### REQUIRED ACTION
A copy is needed of each line in the records that has the word "rows".

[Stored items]
-- Opening Marker --
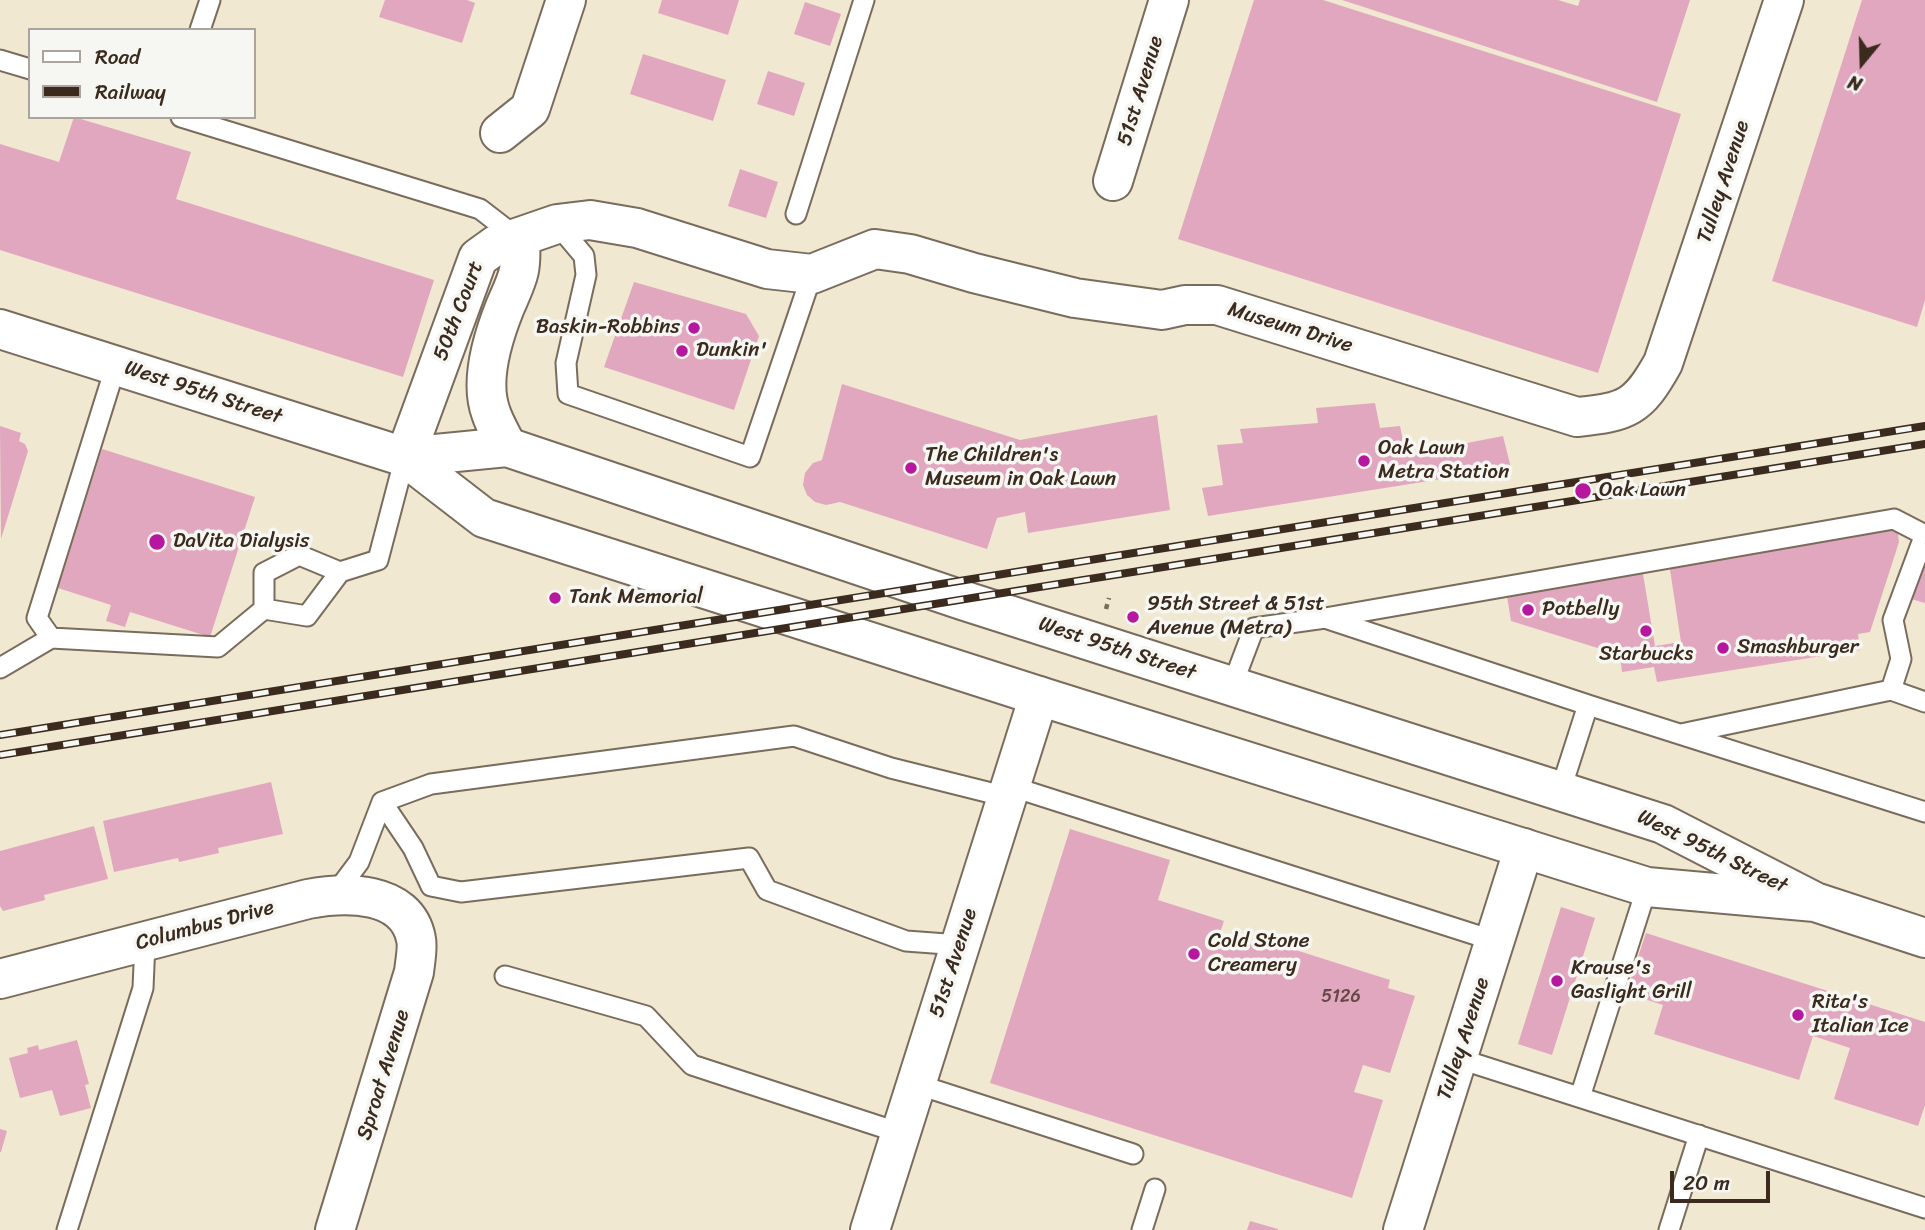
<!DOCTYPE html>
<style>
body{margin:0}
#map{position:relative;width:1925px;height:1230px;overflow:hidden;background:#f0e8d1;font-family:Sriracha,sans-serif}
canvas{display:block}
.legend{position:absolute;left:28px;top:28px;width:228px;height:91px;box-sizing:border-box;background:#f6f6f2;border:2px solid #aba49d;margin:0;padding:9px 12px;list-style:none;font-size:21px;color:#3b2a1e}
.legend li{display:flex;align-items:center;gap:14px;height:35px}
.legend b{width:35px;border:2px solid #aba49d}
.north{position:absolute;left:1827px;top:28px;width:70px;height:70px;-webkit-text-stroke:5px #f6f6f2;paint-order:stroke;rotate:199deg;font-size:19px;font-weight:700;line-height:28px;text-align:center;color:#3b2a1e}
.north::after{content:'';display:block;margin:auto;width:24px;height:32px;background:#3b2a1e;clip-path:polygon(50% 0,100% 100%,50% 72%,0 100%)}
.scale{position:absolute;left:1670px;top:1171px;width:100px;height:32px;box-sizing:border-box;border:4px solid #3b2a1e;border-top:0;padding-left:9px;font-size:21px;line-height:24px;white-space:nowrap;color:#3b2a1e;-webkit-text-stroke:5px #f6f6f2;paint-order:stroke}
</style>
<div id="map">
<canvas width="1925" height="1230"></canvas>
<ul class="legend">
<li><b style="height:9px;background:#fff"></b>Road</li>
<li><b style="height:9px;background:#3b2a1e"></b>Railway</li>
</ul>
<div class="north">N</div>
<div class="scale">20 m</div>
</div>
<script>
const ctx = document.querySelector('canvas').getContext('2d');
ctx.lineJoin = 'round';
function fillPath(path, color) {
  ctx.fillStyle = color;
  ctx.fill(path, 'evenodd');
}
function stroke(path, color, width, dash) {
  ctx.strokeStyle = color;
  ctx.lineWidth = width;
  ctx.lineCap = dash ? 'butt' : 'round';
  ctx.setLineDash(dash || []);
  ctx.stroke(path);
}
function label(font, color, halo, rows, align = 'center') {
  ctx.font = font + ' Sriracha,sans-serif';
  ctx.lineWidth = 7;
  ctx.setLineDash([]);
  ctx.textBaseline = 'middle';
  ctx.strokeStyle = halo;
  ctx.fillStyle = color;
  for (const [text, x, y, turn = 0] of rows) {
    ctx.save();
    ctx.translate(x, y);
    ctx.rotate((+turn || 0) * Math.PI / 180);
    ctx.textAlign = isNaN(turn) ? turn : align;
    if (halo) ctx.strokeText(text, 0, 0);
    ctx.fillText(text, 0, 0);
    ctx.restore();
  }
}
fillPath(new Path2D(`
 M385 0H467L475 3 462 43 379 17Z
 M662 0H739L728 35 658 13Z
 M1254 0H1323L1681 114 1598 373 1178 239Z
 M1342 0H1558L1578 6 1580 0H1690L1657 102Z
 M1862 0H1925V300L1917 327 1772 281Z
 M805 2 841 14 830 46 794 34Z
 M643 54 726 80 713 121 630 94Z
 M768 71 805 83 794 116 757 104Z
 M74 117 191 152 176 199 434 280 403 377 0 250V144L59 162Z
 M740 169 778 182 766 218 728 206Z
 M634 282 746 314 759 336 734 410 604 367Z
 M842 384 1020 440 1157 415 1170 510 1028 533 1025 512 997 518 987 549 840 502 826 505 815 502 807 495 803 485 805 473 813 463 822 460Z
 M1375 403 1380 428 1400 426 1406 455 1503 436 1511 468 1208 516 1202 488 1223 485 1217 445 1243 443 1240 429 1318 423 1316 408Z
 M0 426 21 433 19 441 25 444 28 451 1 539Z
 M102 449 255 497 210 637 130 612 125 627 106 621 111 605 58 588Z
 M1897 526 1899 542 1870 632 1858 634 1860 650 1657 682 1654 667 1622 672 1620 655 1511 621 1506 590 1642 568 1655 646 1681 642 1669 563Z
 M1925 562V603L1904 597 1914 564Z
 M271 782 283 834 218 848 219 853 179 862 178 858 114 872 103 821Z
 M94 826 108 879 44 895 45 900 3 911 0 906V851Z
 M1070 829 1170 860 1158 900 1224 921 1220 933 1256 945 1258 938 1390 980 1388 988 1415 996 1390 1073 1363 1065 1354 1092 1383 1100 1352 1198 990 1083Z
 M1561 907 1595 918 1552 1055 1518 1044Z
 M1646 933 1925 1022V1105L1918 1126 1834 1099 1850 1048 1813 1036 1799 1080 1654 1034 1663 1005 1626 993Z
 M77 1040 89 1084 85 1085 91 1108 60 1116 52 1090 20 1098 9 1058 28 1053 27 1048 38 1045 39 1050Z
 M0 1129 7 1131 1 1152H0Z
 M1250 1221 1278 1229V1230H1247Z`), '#e1a7bf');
const service = new Path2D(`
 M200 30 210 0
 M0 60 30 69
 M181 117 480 209 519 239
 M796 214 864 0
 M557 224 584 256 586 275 566 363 568 394 750 457 812 274
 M116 365 37 618 51 638 218 647 264 609 307 616 340 572 378 560 405 457
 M264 609V573L299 555 340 572
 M1325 618 1894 519 1923 534
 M0 668 51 638
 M1232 686 1254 628 1325 618 1588 705
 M1891 690 1901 659 1893 620 1925 534
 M1681 734 1891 690 1925 702
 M1010 786 1495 941
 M1561 789 1588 705 1925 812
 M382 802 413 848 431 886 461 892 749 858 767 890 906 941 960 945
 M382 802 431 784 794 736 891 768 1007 797
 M335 894 359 862 382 802
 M505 976 646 1016 692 1065 900 1133
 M1457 1058 1925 1208
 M916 1084 1133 1154
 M1580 1097 1647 887
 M67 1230 143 988 145 942
 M1142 1230 1155 1189
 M1669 1230 1699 1135`);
const minor = new Path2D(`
 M500 133 530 109 566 0
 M1113 181 1169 0
 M507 447C502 436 495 425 491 413 479 381 493 337 505 307 518 277 522 272 520 239
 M405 457 478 258 496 245 557 224 590 220 637 228 767 269 812 274 875 249 910 254 974 273 1075 298 1162 310 1185 305H1217L1577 417C1627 412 1638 408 1663 363L1784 0
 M0 979 308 899C344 892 407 890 416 939 418 948 415 962 414 972L335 1230
 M870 1230 1039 696
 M1403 1230 1524 848`);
const primary = new Path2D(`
 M0 329 405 457 484 518 1039 696 1647 887 1815 902
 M405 457 507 447 962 600 1663 824 1815 902 1925 938`);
stroke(service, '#7a6c5d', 23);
stroke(minor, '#7a6c5d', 42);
stroke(primary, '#7a6c5d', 42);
stroke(new Path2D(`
 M1106 609 1109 598`), '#7a6c5d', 4.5, [5, 5]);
stroke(service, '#fff', 19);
stroke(minor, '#fff', 38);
stroke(primary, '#fff', 38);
const rail = new Path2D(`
 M0 735 1925 426
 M0 755 1925 444`);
stroke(rail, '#3b2a1e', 8);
stroke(rail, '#f6f6f2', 5, [16]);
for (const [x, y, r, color] of [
 [694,328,7,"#b5179e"],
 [682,351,7,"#b5179e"],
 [1364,461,7,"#b5179e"],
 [911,468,7,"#b5179e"],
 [1583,491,9,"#b5179e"],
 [157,542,9,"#b5179e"],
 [555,598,7,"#b5179e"],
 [1528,610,7,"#b5179e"],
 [1133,617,7,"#b5179e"],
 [1646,631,7,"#b5179e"],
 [1723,648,7,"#b5179e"],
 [1194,954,7,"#b5179e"],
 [1557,981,7,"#b5179e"],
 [1798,1015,7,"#b5179e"]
]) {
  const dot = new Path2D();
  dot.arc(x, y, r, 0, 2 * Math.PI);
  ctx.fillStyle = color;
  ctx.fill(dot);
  stroke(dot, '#f6f6f2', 2.5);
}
label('18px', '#644946', null, [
 ["5126",1341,997]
]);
label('21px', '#3b2a1e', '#f6f6f2', [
 ["51st Avenue",1141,91,-73],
 ["Tulley Avenue",1724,182,-72],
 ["50th Court",459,311,-69],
 ["Museum Drive",1290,328,17],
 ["West 95th Street",203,393,18],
 ["West 95th Street",1117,649,18],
 ["West 95th Street",1712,852,26],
 ["Columbus Drive",205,926,-15],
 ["51st Avenue",954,963,-72],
 ["Tulley Avenue",1464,1039,-72],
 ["Sproat Avenue",384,1075,-73]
]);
label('21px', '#3b2a1e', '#f6f6f2', [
 ["Baskin-Robbins",680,328,"right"],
 ["Dunkin'",696,351],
 ["Oak Lawn",1378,449],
 ["Metra Station",1378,473],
 ["The Children's",925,456],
 ["Museum in Oak Lawn",925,480],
 ["Oak Lawn",1599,491],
 ["DaVita Dialysis",173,542],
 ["Tank Memorial",569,598],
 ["95th Street & 51st",1147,605],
 ["Avenue (Metra)",1147,629],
 ["Potbelly",1542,610],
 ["Smashburger",1737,648],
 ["Starbucks",1646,655,"center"],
 ["Cold Stone",1208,942],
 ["Creamery",1208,966],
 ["Krause's",1571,969],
 ["Gaslight Grill",1571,993],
 ["Rita's",1812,1003],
 ["Italian Ice",1812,1027]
], 'left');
</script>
-- Closing Marker --
### ANSWER
function label(font, color, halo, rows, align = 'center') {
  for (const [text, x, y, turn = 0] of rows) {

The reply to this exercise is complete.